Искатель. 1988. Выпуск №5
Шрифт:
Наркевич ушёл, озадаченный необычной простотой и весёлостью серьёзного не по годам, сдержанного комиссара.
Мороз подвёл первые итоги. Похоже, сегодняшний день отвоёван партизанами. А, может, и предстоящая ночь.
Теперь, рассуждал он, следует организовать наблюдение, во–первых, за домом учителей, и, во–вторых, за полицией. Учительский дом стоит на самой окраине городка — за ним легко наблюдать через реку с лесной опушки. А вот с полицией, конечно, будет намного сложнее. Так просто не сунешься.
Надо послать
Антон пошёл к Ходкевичу, разбудил его, и они вместе направились к Титычу обсудить план действий.
Через полчаса, ещё до рассвета, двое партизан отправились на задание.
Проводив их, Мороз столкнулся возле кухни с Максимом Орешко и Зосей. Они стояли, облокотившись на телегу, переговаривались. Лицо Максима, обычно весёлое и живое, было угрюмым. Всклокоченные волосы торчали из–под шапки. Зося выглядела грустной, озабоченной, под глазами легли тёмные крути.
Мороз поздоровался, пожал руку Максиму.
— Вот жизнь, комиссар, — сказал тог хмуро. — Даже похоронить батьку не могу по–человечески… Свезут старого на погост — и дело с концом…
— Да, — сказал Мороз, — беда. После паузы добавил:
— Что поделаешь. Поживём ещё, повоюем. Держитесь, ребята…
Они промолчали, только Зося теснее придвинулась к Максиму.
Уходя, Антон вдруг поймал себя на том, что невольно ускоряет шаг — он всегда чувствовал стыд, когда был бессилен помочь в чужой беде.

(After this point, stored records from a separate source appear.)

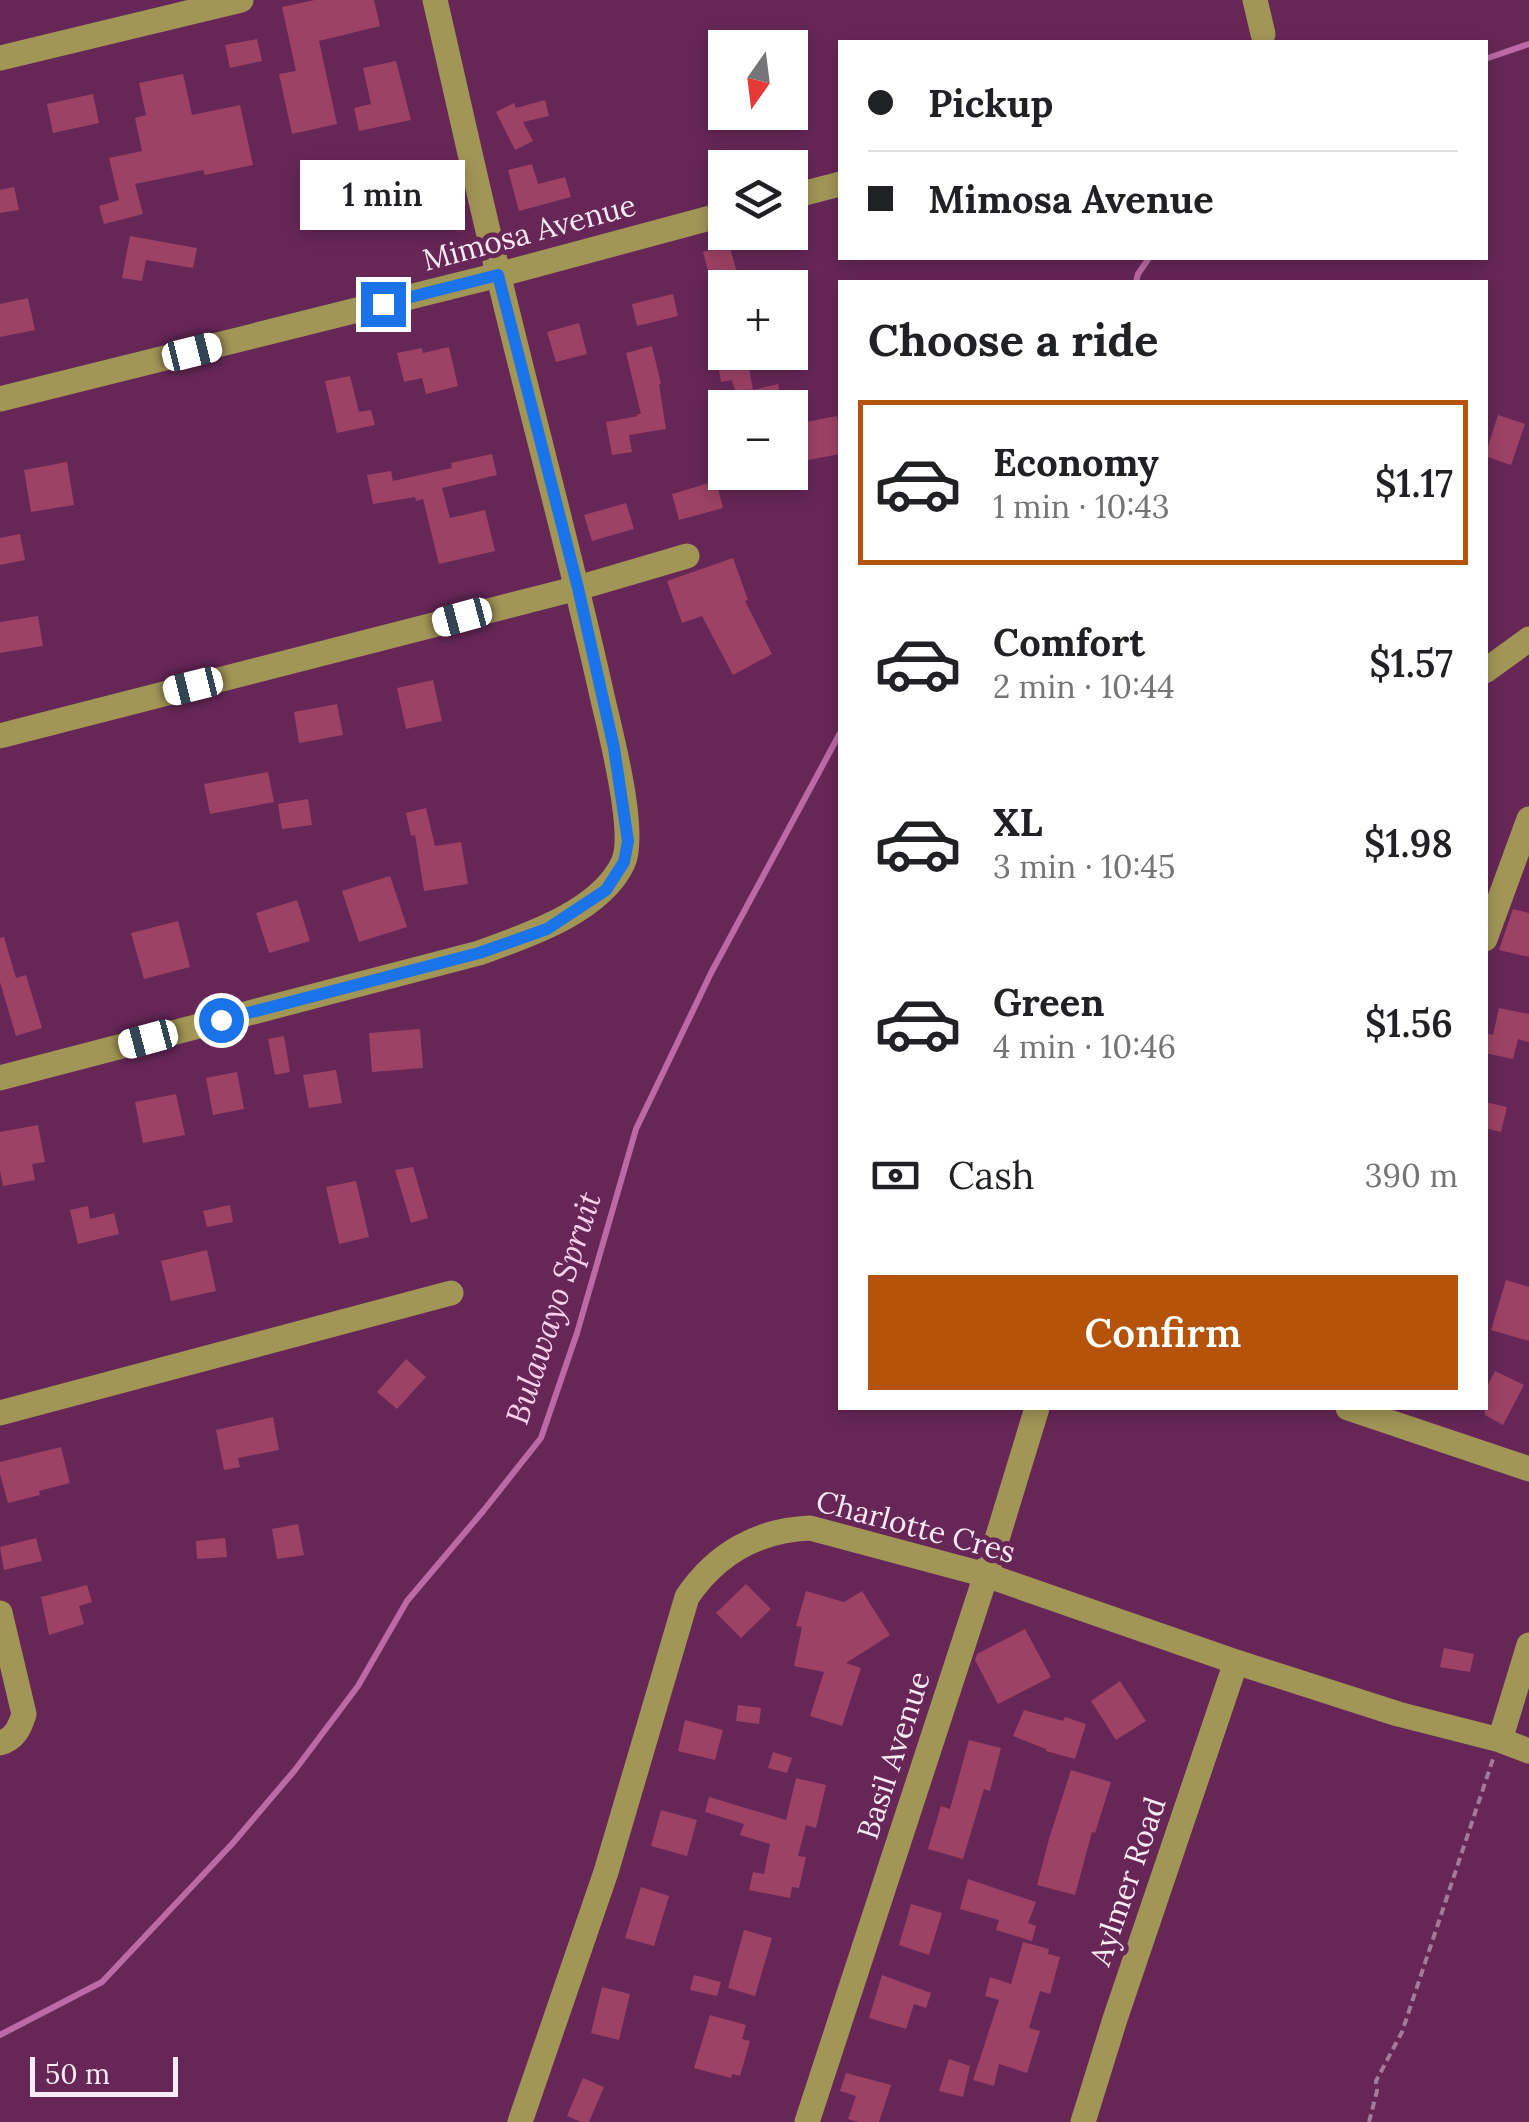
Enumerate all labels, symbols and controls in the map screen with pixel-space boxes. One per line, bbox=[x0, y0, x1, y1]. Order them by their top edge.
north arrow bbox=[708, 30, 808, 130]
map controls bbox=[708, 30, 808, 490]
text: Pickup bbox=[928, 79, 1053, 127]
button: layers bbox=[708, 150, 808, 250]
callout: 1 min bbox=[300, 159, 466, 229]
text: 1 min bbox=[342, 174, 423, 215]
text: Mimosa Avenue bbox=[928, 175, 1214, 223]
street label: Mimosa Avenue bbox=[418, 185, 640, 279]
button: + bbox=[708, 270, 808, 370]
route end bbox=[361, 282, 406, 327]
text: Choose a ride bbox=[868, 311, 1158, 368]
car bbox=[159, 330, 225, 374]
button: − bbox=[708, 390, 808, 490]
icon: car bbox=[873, 438, 963, 528]
text: Economy bbox=[993, 438, 1159, 486]
text: $1.17 bbox=[1375, 459, 1453, 507]
text: 1 min · 10:43 bbox=[993, 486, 1170, 527]
car bbox=[429, 595, 495, 639]
icon: car bbox=[873, 618, 963, 708]
text: Comfort bbox=[993, 618, 1145, 666]
text: $1.57 bbox=[1369, 639, 1453, 687]
car bbox=[160, 664, 226, 708]
text: 2 min · 10:44 bbox=[993, 666, 1175, 707]
icon: car bbox=[873, 798, 963, 888]
text: XL bbox=[993, 798, 1043, 846]
text: $1.98 bbox=[1364, 819, 1453, 867]
text: 3 min · 10:45 bbox=[993, 846, 1175, 887]
icon: car bbox=[873, 978, 963, 1068]
text: Green bbox=[993, 978, 1105, 1026]
route start bbox=[199, 998, 244, 1043]
text: $1.56 bbox=[1365, 999, 1453, 1047]
car bbox=[115, 1017, 181, 1061]
text: 4 min · 10:46 bbox=[993, 1026, 1176, 1067]
icon: cash bbox=[868, 1148, 923, 1203]
text: Cash bbox=[948, 1151, 1035, 1199]
text: 390 m bbox=[1365, 1155, 1458, 1196]
water label: Bulawayo Spruit bbox=[496, 1186, 610, 1429]
button: Confirm bbox=[868, 1275, 1458, 1390]
street label: Charlotte Cres bbox=[812, 1481, 1020, 1571]
street label: Basil Avenue bbox=[848, 1666, 938, 1844]
street label: Aylmer Road bbox=[1080, 1792, 1175, 1972]
scale bar bbox=[30, 2052, 178, 2096]
text: 50 m bbox=[45, 2056, 110, 2092]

Кроме того, Антон с удивлением ощутил, что восприятие казни мирных людей в райцентре, причинившее ему столько боли ночью, теперь, на свету, словно притупилось, спряталось, забилось куда–то вглубь. Неужели и к таким бедам, даже к самой смерти, так скоро привыкает человек? Наверное, шар ненависти подминает под себя сострадание, ожесточает и огрубляет всех, кто встаёт на пути, кто просто оказывается рядом. Очевидно, это самая большая всеобщая жертва войны. Не случайно же — запомнилось с детства — над остывшим, захолодевшим пожарищем вьются только чёрные птицы, а трава, зелёная кожа земли, прорастает медленно…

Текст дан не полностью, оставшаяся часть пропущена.